During our 2019 Bootcamp last week, we had the pleasure of hosting Anton Affentranger, former CEO of Implenia, a European construction company with $3.8BN in revenues. Alex and Anton discussed innovation within the context of an existing organization. Anton consistently referred to the challenge of innovating at an existing company (exploit portfolio) and how to convince stakeholders to assess innovation differently than execution.
Anton Affentranger has been a high level executive of several large, public companies (CEO of Implenia, Executive Management Member of UBS, CFO of Roche, among others). Anton offered an interesting perspective on innovation within existing companies as he and Alex took the stage at our Bootcamp. Here are some takeaways from Anton’s discussion with Alex.
CEOs are forced to have a short-term perspective. They are bound by quarterly results and expectations. Innovation is not part of an annual report. As a result, there is a mismatch with stakeholder expectations.
Innovation Culture & Readiness:
Innovation has always been a difficult thing to do from a management perspective. CEOs must determine if they have the right innovation culture, the right mindset. While the need for change and growth are constantly growing, CEOs must ask if their organization is ready and capable to innovate and can move as fast as the competition.
Innovation vs Acquisitions:
Spending money on acquisitions is almost easier than engaging in innovation processes. The acquisition price is typically capitalized on the balance sheet. Innovation investments however need to be expensed through the P&L. Also of note, the cost of acquiring innovative companies has grown, and often, startups do not want to be a part of the corporate culture - they want to remain separate entities.
Innovation is a black box. It must be transparent. Executives are often fascinated by innovation but they do not have the toolbox and the confidence to engage in innovation.
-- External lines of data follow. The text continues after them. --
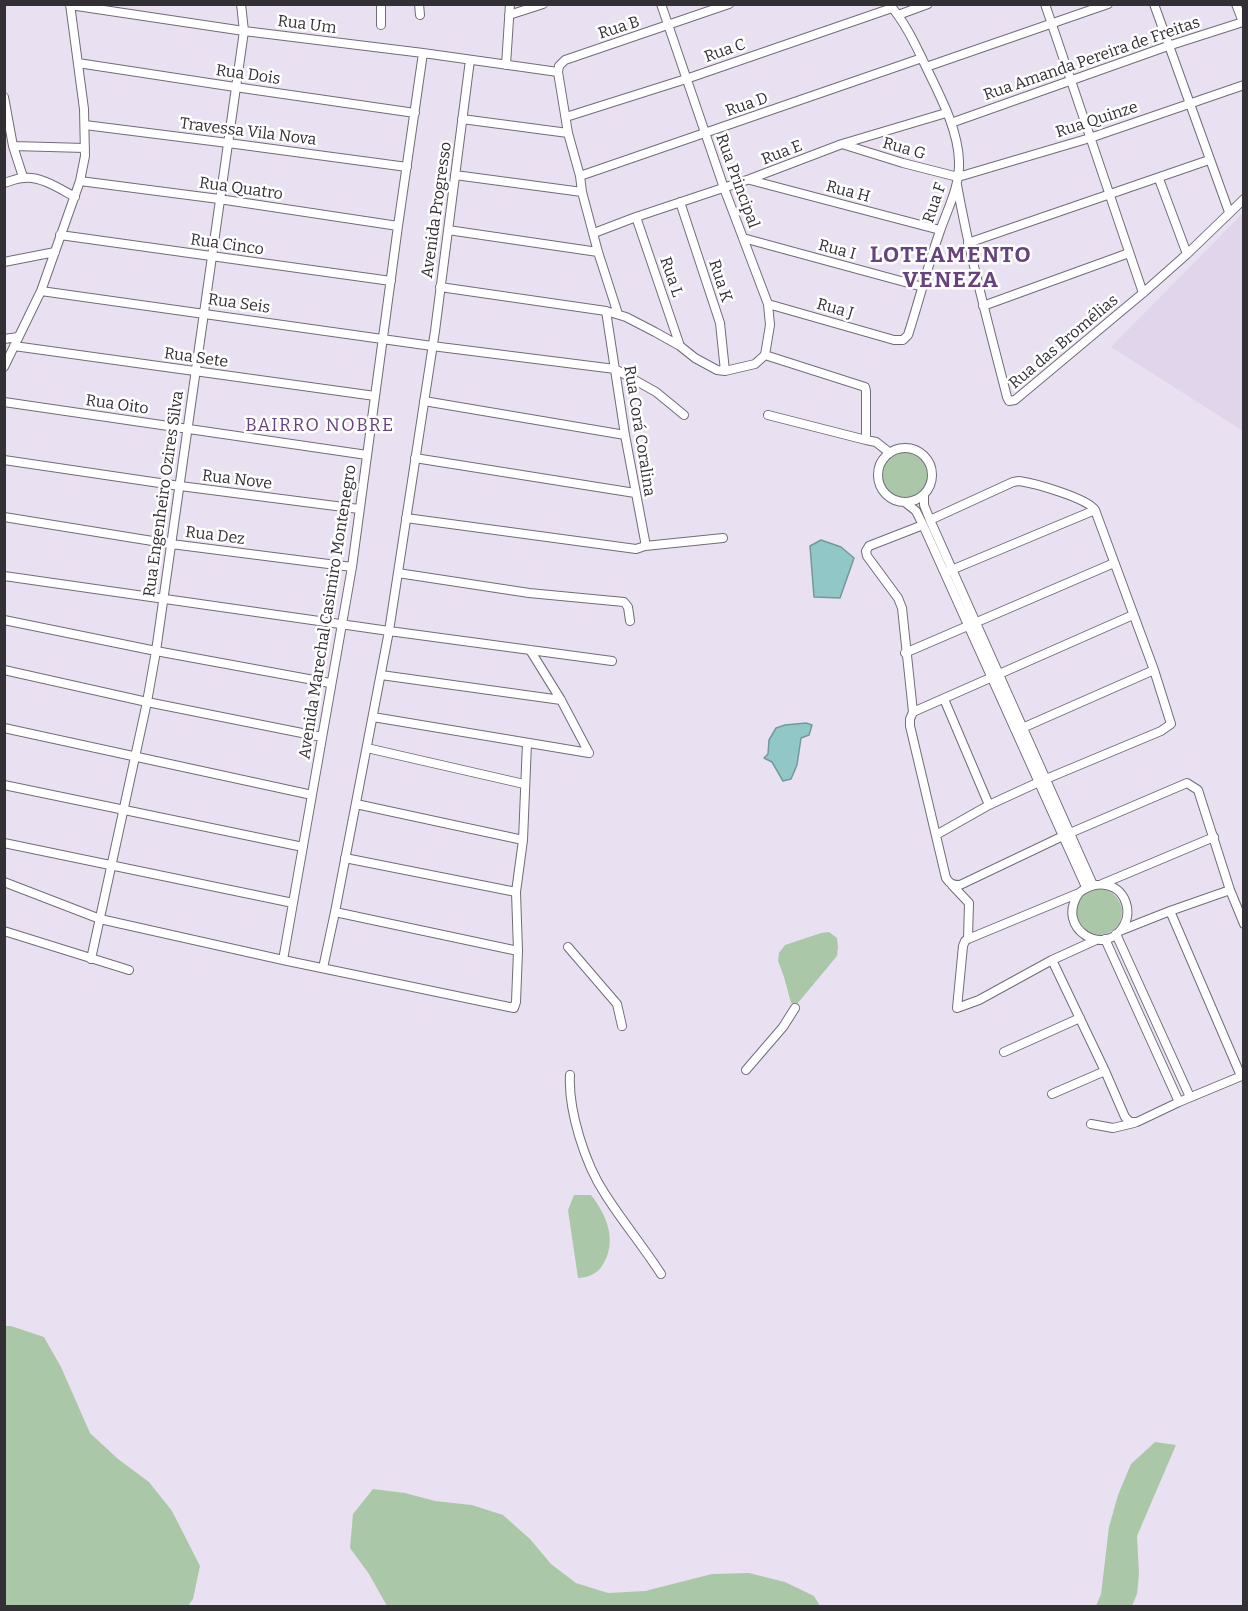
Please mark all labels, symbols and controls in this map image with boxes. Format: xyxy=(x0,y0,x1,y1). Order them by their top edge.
street label: Rua Um xyxy=(276,12,338,38)
street label: Rua B xyxy=(596,12,642,44)
street label: Rua Amanda Pereira de Freitas xyxy=(981,13,1203,105)
street label: Rua C xyxy=(702,35,748,67)
street label: Rua Dois xyxy=(214,61,282,89)
street label: Rua D xyxy=(723,89,771,121)
street label: Rua Quinze xyxy=(1053,98,1141,142)
street label: Travessa Vila Nova xyxy=(179,114,317,150)
street label: Rua Principal xyxy=(711,131,763,231)
street label: Rua G xyxy=(880,134,928,164)
street label: Rua E xyxy=(759,136,805,170)
street label: Avenida Progresso xyxy=(418,141,456,279)
street label: Rua Quatro xyxy=(198,174,284,204)
street label: Rua H xyxy=(824,177,872,207)
street label: Rua F xyxy=(919,180,951,226)
street label: Rua Cinco xyxy=(189,230,265,260)
street label: Rua I xyxy=(816,236,858,264)
district label: LOTEAMENTO VENEZA xyxy=(870,243,1032,294)
street label: Rua L xyxy=(655,255,687,299)
street label: Rua K xyxy=(704,257,736,305)
street label: Rua Seis xyxy=(207,290,271,318)
street label: Rua das Bromélias xyxy=(1006,291,1122,393)
street label: Rua J xyxy=(814,295,856,323)
street label: Rua Sete xyxy=(163,344,229,372)
street label: Rua Corá Coralina xyxy=(619,364,659,498)
street label: Rua Engenheiro Ozires Silva xyxy=(140,390,188,598)
street label: Rua Oito xyxy=(84,391,150,419)
district label: BAIRRO NOBRE xyxy=(245,415,395,437)
street label: Avenida Marechal Casimiro Montenegro xyxy=(295,464,361,760)
street label: Rua Nove xyxy=(201,466,273,494)
street label: Rua Dez xyxy=(184,523,246,549)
Separating Innovation Teams:
One of Anton’s most successful innovation projects was when he created a separate division, gave them a blank piece of paper and gave them one challenge - growth.
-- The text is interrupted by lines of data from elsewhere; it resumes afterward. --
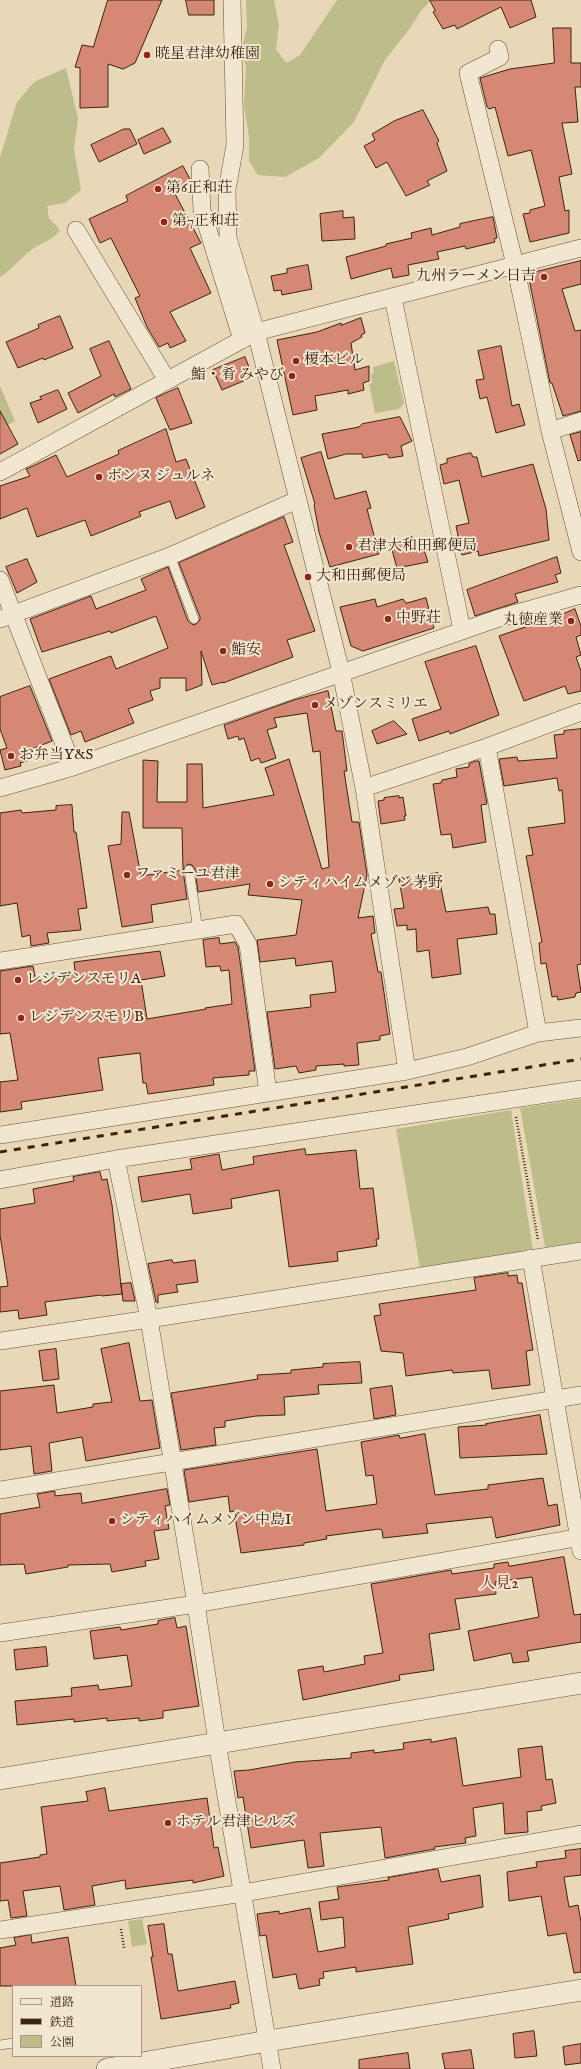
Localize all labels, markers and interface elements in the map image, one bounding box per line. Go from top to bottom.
place label: 暁星君津幼稚園 [155,46,260,64]
marker: 暁星君津幼稚園 [142,50,152,60]
place label: 第6正和荘 [166,180,232,198]
marker: 第6正和荘 [153,184,163,194]
place label: 第7正和荘 [172,213,239,231]
marker: 第7正和荘 [159,217,169,227]
place label: 九州ラーメン日吉 [416,268,536,286]
marker: 九州ラーメン日吉 [539,272,549,282]
place label: 榎本ビル [304,352,364,370]
marker: 榎本ビル [291,356,301,366]
place label: 鮨・肴 みやび [191,367,284,385]
marker: 鮨・肴 みやび [287,371,297,381]
place label: ボンヌ ジュルネ [107,468,215,486]
marker: ボンヌ ジュルネ [94,472,104,482]
place label: 君津大和田郵便局 [357,538,477,556]
marker: 君津大和田郵便局 [344,542,354,552]
place label: 大和田郵便局 [316,568,406,586]
marker: 大和田郵便局 [303,572,313,582]
place label: 中野荘 [396,610,441,628]
place label: 丸徳産業 [503,612,563,630]
marker: 中野荘 [383,614,393,624]
marker: 丸徳産業 [566,616,576,626]
place label: 鮨安 [231,642,261,660]
marker: 鮨安 [218,646,228,656]
place label: メゾンスミリエ [323,696,428,714]
marker: メゾンスミリエ [310,700,320,710]
place label: お弁当Y&S [19,747,93,765]
marker: お弁当Y&S [6,751,16,761]
place label: ファミーユ君津 [135,866,240,884]
marker: ファミーユ君津 [122,870,132,880]
place label: シティハイムメゾン茅野 [278,875,443,893]
marker: シティハイムメゾン茅野 [265,879,275,889]
place label: レジデンスモリA [26,971,141,989]
marker: レジデンスモリA [13,975,23,985]
place label: レジデンスモリB [29,1009,144,1027]
marker: レジデンスモリB [16,1013,26,1023]
place label: シティハイムメゾン中島I [120,1512,291,1530]
marker: シティハイムメゾン中島I [107,1516,117,1526]
district label: 人見2 [479,1575,519,1595]
place label: ホテル君津ヒルズ [176,1814,296,1832]
marker: ホテル君津ヒルズ [163,1818,173,1828]
legend [12,1985,142,2057]
text: 道路 [50,1995,74,2010]
text: 鉄道 [50,2015,74,2030]
text: 公園 [50,2035,74,2050]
It is impossible to have an entrepreneurial mindset and job description within a large company. By definition, an entrepreneur is one whose company ceases to exist when their ideas fail. At an existing, large company, an entrepreneurial mindset is often blocked by layers of management and hierarchy.
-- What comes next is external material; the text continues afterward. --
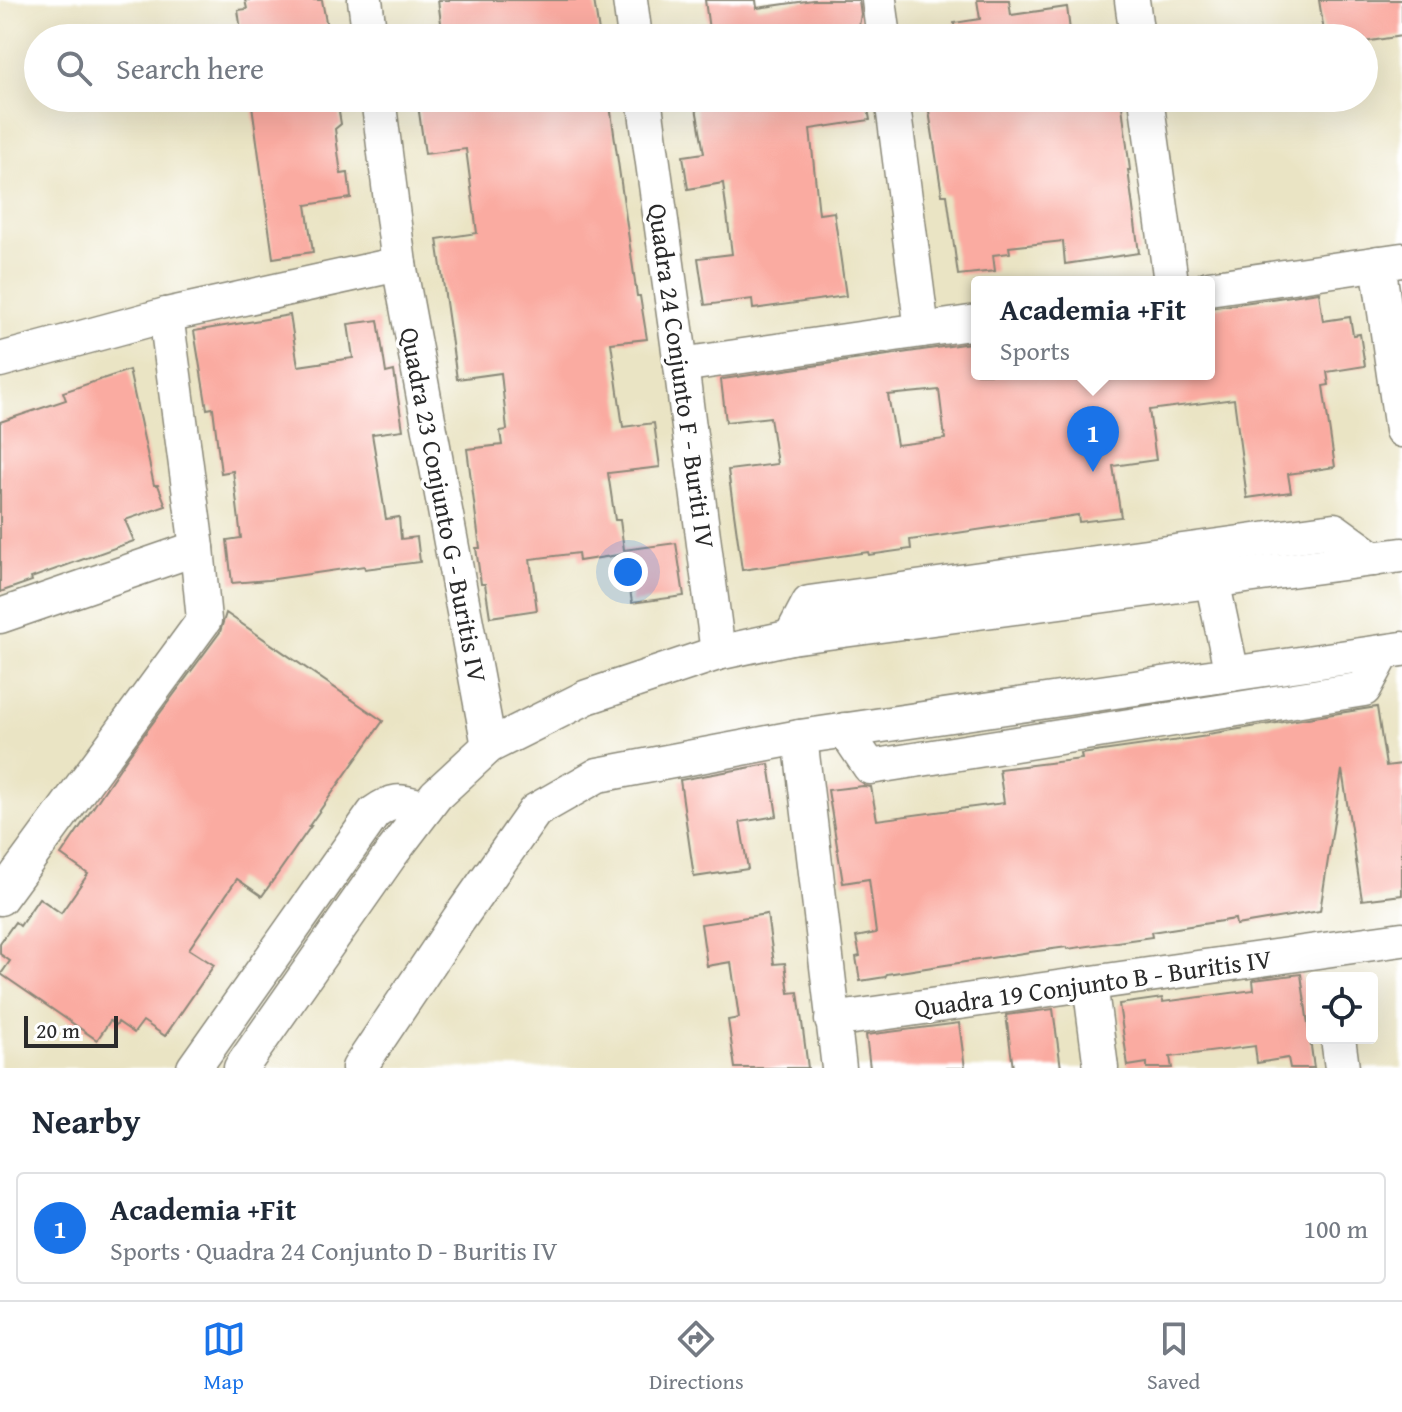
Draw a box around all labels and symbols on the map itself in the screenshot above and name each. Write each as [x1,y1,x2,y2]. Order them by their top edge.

Traditional corporate cultures needed several layers of middle management in order to achieve effective communication. Today, anyone can communicate, can reach out to executives, customers, competition, etc. Hierarchy is no longer necessary and can be a roadblock.
The Most Innovative CEOs:
CEOs with control over the company are often the most innovative (like Amazon and Jeff Bezos). These CEOs have a constituency/stakeholders that go beyond quarterly earnings. Crisis can also open the door to innovation - in order to survive, innovation is a must (like Bracken Darrell at Logitech).